The jet ski, upon the initial approach to wave #2, had sped up with huge momentum so it ended up about 100 yards away. However, it stopped as the jet ski Gods planned, but someone had to go swimming for it. I looked with askance at Bobbi but decided not to even offer the possibility that she practice her breast stroke so off I went. By the time I had gotten to the jet ski, the Bottom Line had turned around to come check on funeral arrangements. Being fine, albeit a little sore, we suffered the laughs and gahuffs of the crew and climbed aboard the jet ski for the ride back home. And, thank you God, no further idiot moves were taken on the ride home. But, we both wanted OFF this Gilligan's Island tour.

Later that day, I almost fell off John's boat while docked in Herrington North, spewing a cup of red wine on his white boat. I couldn't be trusted to even be alone, so came back to this marvelous house and bellied up to the bar, never to leave the warm confines of the terra firma again. Or so I thought....

Later that day....
John took out his 4 in 1 boat (it sails, it's a sailboard, a high speed towable and something else). It was the first time he's sailboarded it and he would have been ok if he had allowed for the compression of air once it's cold (another physics lesson). He inflated said boat and headed out. He just didn't inflate it enough. Once the air inside the boat cooled from the bay water, the boat deflated enough to make it impossible to stand upon. Sharyn's son, Carl, was here and witnessed John's voyage - I think someone said he was headed to Cuba last time they saw him. So, being the dutiful significant other I am, I grungingly crawled onto the dreaded jet ski for a tour #2 of the bay to go retrieve him. As I was scanning the horizon, I was just a bit concerned until a kayaker waved me over.
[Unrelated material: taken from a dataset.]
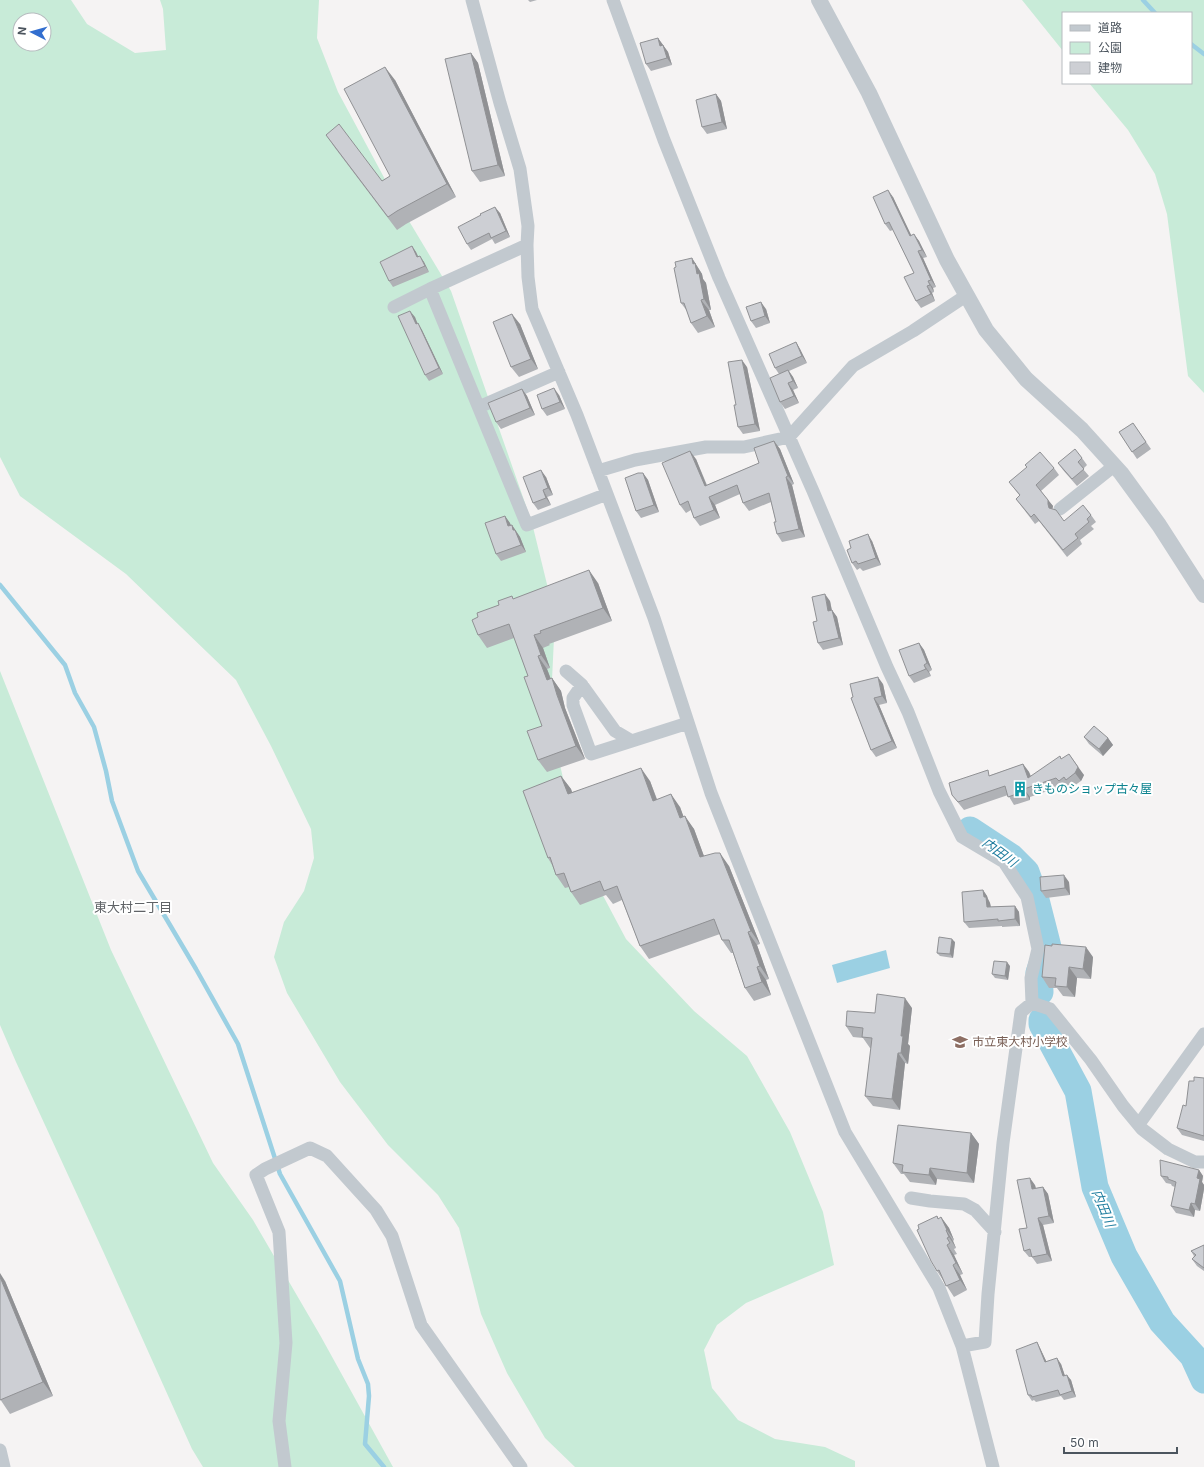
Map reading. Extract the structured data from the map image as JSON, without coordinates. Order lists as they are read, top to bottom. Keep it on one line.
{"districts":["東大村二丁目"],"water":["内田川"],"places":{"building":["きものショップ古々屋"],"school or university":["市立東大村小学校"]},"legend":["道路","公園","建物"],"scale_bar":"50 m","north":"left"}
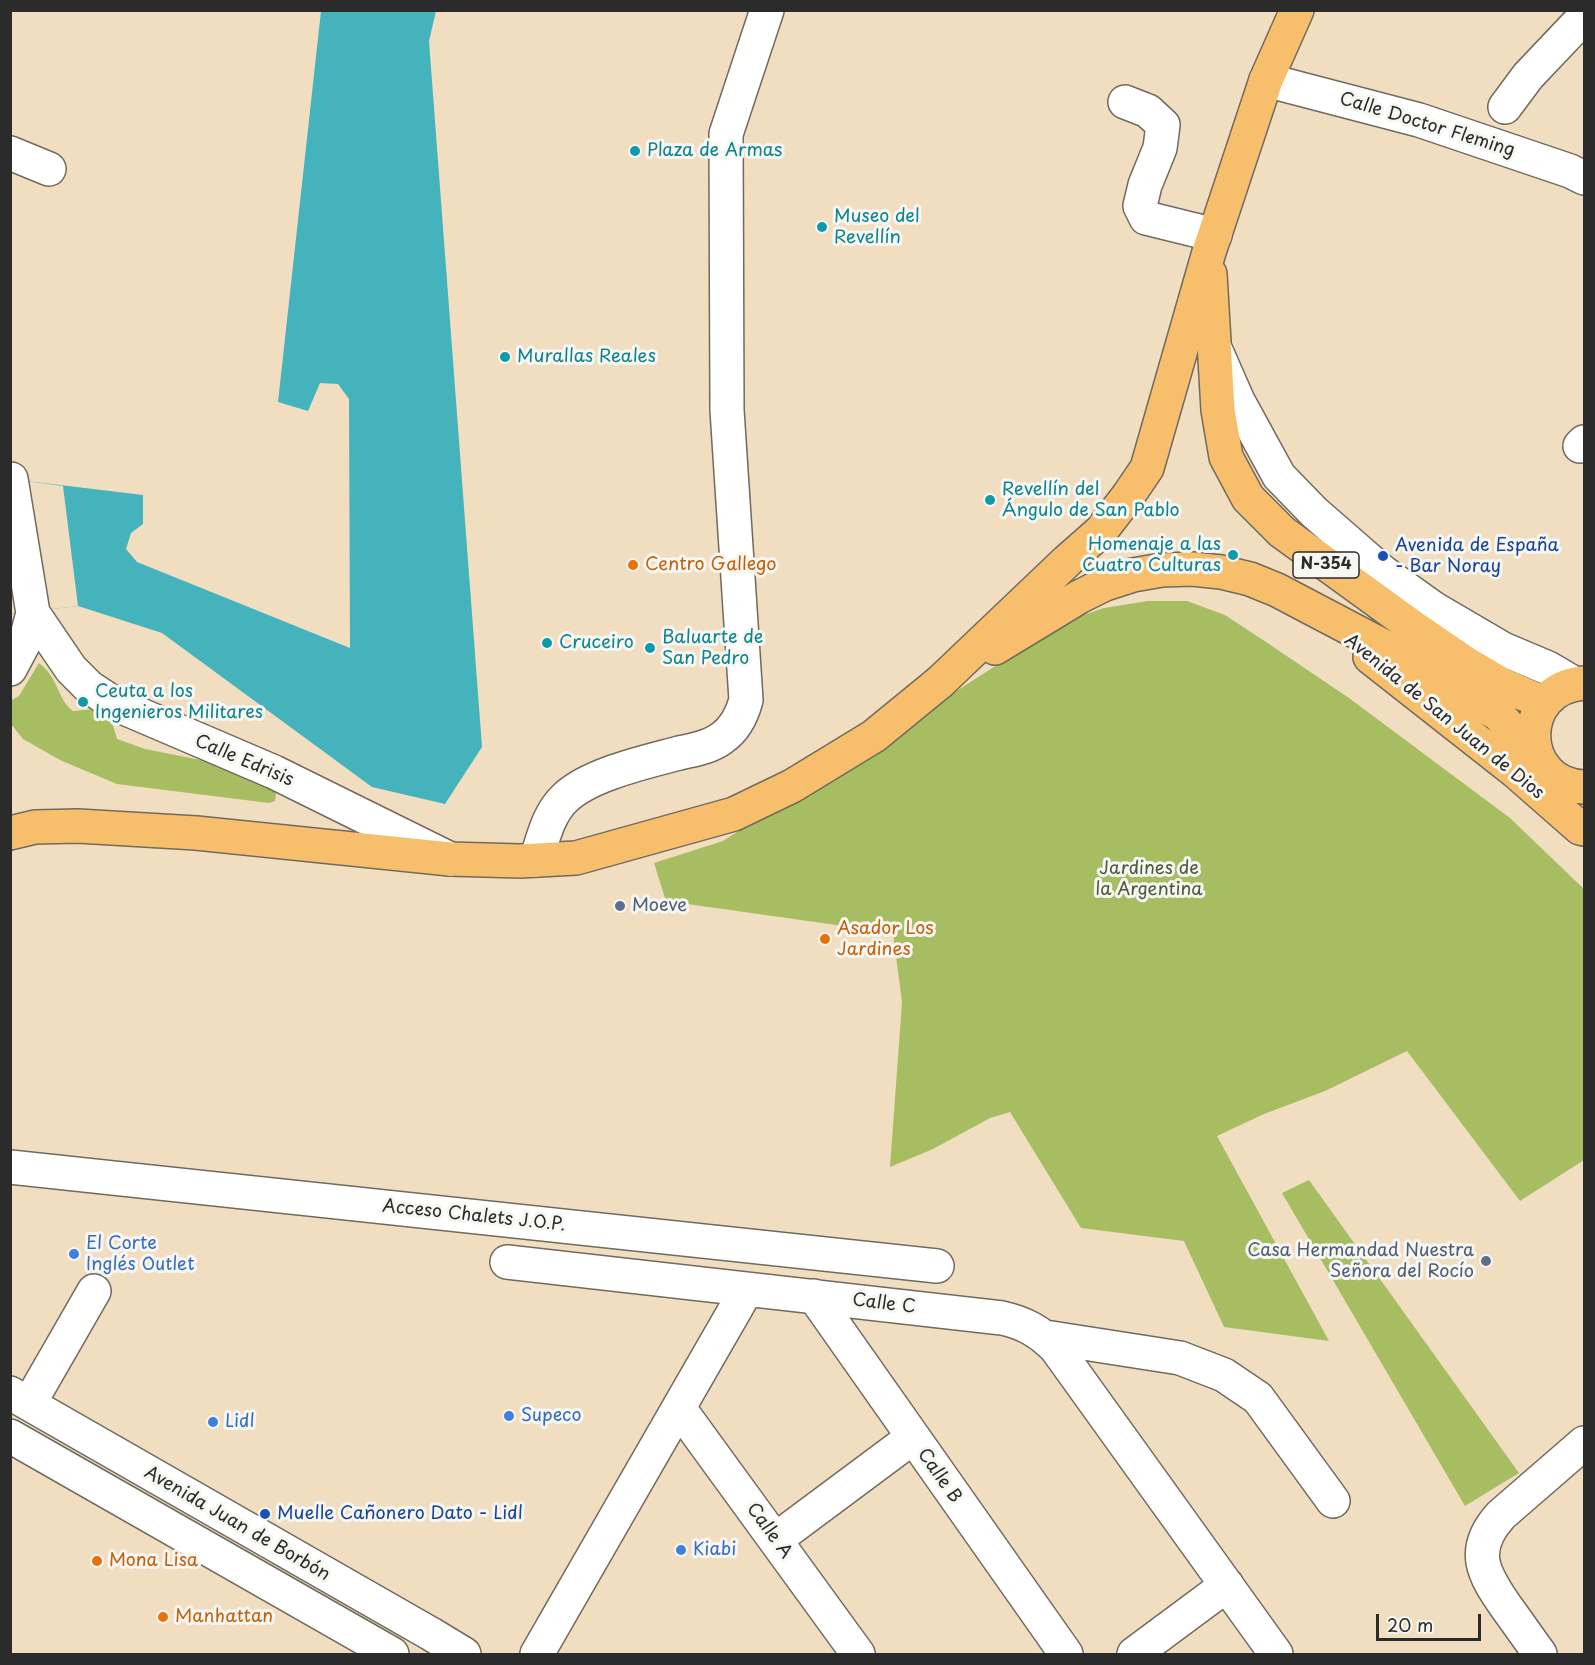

All he said was 'Are you looking for...', I laughed and said 'Yes.' He pointed me to a small beach where John and what was left of his ego was perched. It wasn't our day for the water.

We sure did have fun though I'm spending a lot of time making it up to dear Bobbi, who enchanted us all by showing us the large purple bruise forming on her butt. Even Mom was amazed at the multitudes of colors, swirls, and bumps.

Here's a few pictures from our journey so far. Niece Monya proved to the be the best guest ever by bringing all kinds of stuff with her - lox, bagels, cream cheese, popcorn, steaks, etc etc. She came down with a really delightful friend of hers (Laura) who was also a load of fun. Mike, Bea, Josh, and Becky are here from Arizona and Mom's really enjoying having them with her. Ron and Linda, and friend Sharyn who came up from NC round out the troups. Linda has also been amazing with putting together dinners and all types of delicious foods as I sit on my ass (just the way a vacation should be). Kimmie is visiting sometime this week so we're surrounded by love, laughter and friends. A great vacation and it's only day 2...

Sunday, May 23, 2010

He muttered "I got this..."

...right before he fell off the jet ski.

So.....John and I took the new toy out on the Potomac yesterday. A Honda jet ski with turbo, no less. Like we needed extra power.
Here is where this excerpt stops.